Когда перешли к маленькому столику возле камина — туда поставили кофе,
— Сухомлинов посетовал:
— Привычка — вторая натура, кажется, так говорят англичане… Моя покойная жена, урожденная баронесса Корф, воспитывалась в доме своей сестры, Марии Фердинандовны Набоковой, — пусть земля ей будет пухом, — она меня приучила к кофею, раньше в рот не брал. И, знаете ли, до сих пор ощущаю без нее звенящую пустоту в сердце… Как время кофе — так смертная тоска… Одиночество…
— Могу представить, — ответил Спиридович, вздохнув прочувствованно.

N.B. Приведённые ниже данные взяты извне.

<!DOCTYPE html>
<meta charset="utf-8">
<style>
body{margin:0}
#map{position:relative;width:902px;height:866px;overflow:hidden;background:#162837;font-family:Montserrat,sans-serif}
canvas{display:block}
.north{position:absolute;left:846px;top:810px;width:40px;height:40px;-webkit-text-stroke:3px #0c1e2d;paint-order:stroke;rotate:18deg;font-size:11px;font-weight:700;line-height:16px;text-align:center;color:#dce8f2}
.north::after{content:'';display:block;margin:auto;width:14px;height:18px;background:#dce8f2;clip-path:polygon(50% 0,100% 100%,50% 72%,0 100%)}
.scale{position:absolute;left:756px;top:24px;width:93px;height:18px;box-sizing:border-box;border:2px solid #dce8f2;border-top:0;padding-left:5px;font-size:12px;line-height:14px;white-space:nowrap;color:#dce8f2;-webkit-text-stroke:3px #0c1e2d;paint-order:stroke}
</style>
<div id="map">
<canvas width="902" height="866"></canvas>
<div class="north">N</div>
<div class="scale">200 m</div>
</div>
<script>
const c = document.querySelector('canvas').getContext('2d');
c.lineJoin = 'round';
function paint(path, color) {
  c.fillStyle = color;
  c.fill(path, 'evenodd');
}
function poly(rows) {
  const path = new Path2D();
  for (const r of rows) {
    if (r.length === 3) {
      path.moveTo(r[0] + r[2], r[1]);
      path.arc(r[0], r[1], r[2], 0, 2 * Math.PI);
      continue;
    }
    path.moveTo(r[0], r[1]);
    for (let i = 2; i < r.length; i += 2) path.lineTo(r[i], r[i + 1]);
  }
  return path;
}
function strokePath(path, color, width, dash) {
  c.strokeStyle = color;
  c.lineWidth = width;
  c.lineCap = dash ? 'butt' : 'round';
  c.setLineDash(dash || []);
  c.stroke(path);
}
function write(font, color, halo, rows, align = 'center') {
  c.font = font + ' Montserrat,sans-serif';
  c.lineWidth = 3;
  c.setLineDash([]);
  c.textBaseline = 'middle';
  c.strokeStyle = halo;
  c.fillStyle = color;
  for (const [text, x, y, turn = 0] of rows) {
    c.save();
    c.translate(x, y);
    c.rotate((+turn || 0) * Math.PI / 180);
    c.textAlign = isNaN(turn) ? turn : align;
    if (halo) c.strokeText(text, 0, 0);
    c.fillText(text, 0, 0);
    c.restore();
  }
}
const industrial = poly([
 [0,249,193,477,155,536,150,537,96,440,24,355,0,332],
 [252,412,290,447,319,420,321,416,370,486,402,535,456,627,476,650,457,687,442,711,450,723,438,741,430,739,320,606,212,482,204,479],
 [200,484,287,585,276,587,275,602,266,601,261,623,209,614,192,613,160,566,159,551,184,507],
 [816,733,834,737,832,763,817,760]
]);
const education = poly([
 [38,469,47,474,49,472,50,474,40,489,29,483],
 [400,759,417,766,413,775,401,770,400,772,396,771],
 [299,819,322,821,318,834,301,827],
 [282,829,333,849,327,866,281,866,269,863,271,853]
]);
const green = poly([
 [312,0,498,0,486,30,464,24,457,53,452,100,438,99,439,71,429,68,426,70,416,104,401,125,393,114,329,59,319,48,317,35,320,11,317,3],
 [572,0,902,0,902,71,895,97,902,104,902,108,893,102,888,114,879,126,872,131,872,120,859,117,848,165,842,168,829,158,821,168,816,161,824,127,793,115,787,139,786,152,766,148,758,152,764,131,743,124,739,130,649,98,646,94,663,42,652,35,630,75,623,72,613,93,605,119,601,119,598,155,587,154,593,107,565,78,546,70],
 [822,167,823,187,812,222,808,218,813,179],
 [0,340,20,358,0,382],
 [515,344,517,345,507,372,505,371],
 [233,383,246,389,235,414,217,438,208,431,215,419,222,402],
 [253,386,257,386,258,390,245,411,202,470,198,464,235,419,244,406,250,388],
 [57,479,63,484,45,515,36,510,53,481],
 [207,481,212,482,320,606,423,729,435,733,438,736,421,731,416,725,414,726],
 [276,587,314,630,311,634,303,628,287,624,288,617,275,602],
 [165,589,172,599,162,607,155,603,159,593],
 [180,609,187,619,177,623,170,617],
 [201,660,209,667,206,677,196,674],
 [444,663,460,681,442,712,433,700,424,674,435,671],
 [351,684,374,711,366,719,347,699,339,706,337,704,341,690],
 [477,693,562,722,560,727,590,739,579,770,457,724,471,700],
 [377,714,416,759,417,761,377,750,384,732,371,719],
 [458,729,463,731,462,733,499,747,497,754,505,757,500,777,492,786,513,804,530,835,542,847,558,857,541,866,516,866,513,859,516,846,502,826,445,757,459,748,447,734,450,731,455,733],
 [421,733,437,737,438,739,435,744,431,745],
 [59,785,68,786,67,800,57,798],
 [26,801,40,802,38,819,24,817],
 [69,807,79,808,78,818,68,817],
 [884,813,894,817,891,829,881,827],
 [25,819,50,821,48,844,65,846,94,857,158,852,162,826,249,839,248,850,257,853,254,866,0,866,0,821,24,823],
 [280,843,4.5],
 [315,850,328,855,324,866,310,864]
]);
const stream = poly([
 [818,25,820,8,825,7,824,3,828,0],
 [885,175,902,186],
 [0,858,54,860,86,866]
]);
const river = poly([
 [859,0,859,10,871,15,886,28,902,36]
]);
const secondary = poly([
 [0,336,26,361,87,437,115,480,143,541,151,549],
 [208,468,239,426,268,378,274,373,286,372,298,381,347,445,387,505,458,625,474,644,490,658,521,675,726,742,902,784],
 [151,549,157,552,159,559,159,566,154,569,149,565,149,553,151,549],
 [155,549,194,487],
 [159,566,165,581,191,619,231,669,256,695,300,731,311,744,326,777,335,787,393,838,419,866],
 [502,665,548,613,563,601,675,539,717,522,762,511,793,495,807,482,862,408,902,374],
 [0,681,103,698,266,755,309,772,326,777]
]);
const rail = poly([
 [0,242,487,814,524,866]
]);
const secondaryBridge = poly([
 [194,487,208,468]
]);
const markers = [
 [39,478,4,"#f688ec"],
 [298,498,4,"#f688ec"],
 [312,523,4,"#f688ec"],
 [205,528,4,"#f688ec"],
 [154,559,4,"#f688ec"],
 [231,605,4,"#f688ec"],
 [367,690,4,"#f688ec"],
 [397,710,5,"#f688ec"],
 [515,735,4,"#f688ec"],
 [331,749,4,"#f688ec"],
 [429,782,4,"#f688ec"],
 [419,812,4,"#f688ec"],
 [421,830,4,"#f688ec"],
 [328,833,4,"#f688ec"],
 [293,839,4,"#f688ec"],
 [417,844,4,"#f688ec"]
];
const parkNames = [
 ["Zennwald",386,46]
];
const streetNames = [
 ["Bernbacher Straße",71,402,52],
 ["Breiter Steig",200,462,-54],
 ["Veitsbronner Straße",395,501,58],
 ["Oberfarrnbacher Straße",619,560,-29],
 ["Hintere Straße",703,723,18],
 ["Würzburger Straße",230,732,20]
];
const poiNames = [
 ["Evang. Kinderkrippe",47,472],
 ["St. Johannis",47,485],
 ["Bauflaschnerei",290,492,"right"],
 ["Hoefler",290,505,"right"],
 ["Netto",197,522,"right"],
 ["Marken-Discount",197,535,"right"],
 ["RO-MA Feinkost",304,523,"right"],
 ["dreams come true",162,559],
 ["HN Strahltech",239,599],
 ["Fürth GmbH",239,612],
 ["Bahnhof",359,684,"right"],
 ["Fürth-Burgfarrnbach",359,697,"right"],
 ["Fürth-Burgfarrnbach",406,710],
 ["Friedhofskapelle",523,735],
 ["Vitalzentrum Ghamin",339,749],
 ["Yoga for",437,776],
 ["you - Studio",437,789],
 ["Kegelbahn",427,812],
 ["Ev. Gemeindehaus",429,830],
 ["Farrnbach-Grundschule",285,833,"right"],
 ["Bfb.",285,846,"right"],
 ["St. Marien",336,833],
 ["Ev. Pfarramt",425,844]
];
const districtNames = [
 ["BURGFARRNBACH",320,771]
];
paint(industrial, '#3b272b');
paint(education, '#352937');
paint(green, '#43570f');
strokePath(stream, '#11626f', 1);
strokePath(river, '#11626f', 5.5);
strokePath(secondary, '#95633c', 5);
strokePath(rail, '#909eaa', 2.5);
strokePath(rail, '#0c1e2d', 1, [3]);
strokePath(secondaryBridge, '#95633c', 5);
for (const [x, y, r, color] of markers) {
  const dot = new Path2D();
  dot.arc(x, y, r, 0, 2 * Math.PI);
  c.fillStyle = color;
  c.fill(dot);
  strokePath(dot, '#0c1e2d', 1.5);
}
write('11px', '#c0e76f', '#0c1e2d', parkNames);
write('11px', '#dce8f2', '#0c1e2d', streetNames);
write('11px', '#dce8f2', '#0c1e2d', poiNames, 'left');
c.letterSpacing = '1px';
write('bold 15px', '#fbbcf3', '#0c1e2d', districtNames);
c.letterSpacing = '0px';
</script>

(На самом-то деле четыре секретных сотрудника сообщали ему, когда и где Сухомлинов встречался со своей любовницей, какие подарки делал ей — прибегая к тайной помощи венского консула Альтшуллера, являвшегося по совместительству крупным киевским дельцом, — сколь нецензурно говорил об усопшей жене, как чурался встреч с сестрой покойницы, которая блистала в свете, — все-таки вдова министра юстиции России; не цени государь Набокова, не поздоровилось бы ее сыночку, Владимиру, — заместителю лидера кадетской партии Милюкова; избаловали, сукина сына, в двадцать один год был пожалован камер-юнкером, что твой Пушкин; другого бы за противуправительственные высказывания в крепость засургучили, а этого всего лишь звания лишили.
Впрочем, с другим родственничком, братом кадетского «профессоришки» Сергеем Дмитриевичем Набоковым, егермейстером и действительным статским советником судебного ведомства, Сухомлинов дружил, пользовался советами по юридической линии; дважды говорил с ним о Спиридовиче, просил навести справки, сетовал: «Не верю жандармам, они мать родную продадут, не то что боевого генерала».) Именно тогда, за кофе, Сухомлинов и п р о б р о с и л вопрос про то, нет ли у подполковника каких-либо материалов на помещика Бутовича: «Отвратительный, говорят, тип, тиранствует жену, ревнив, как мавр, и столь же подозрителен».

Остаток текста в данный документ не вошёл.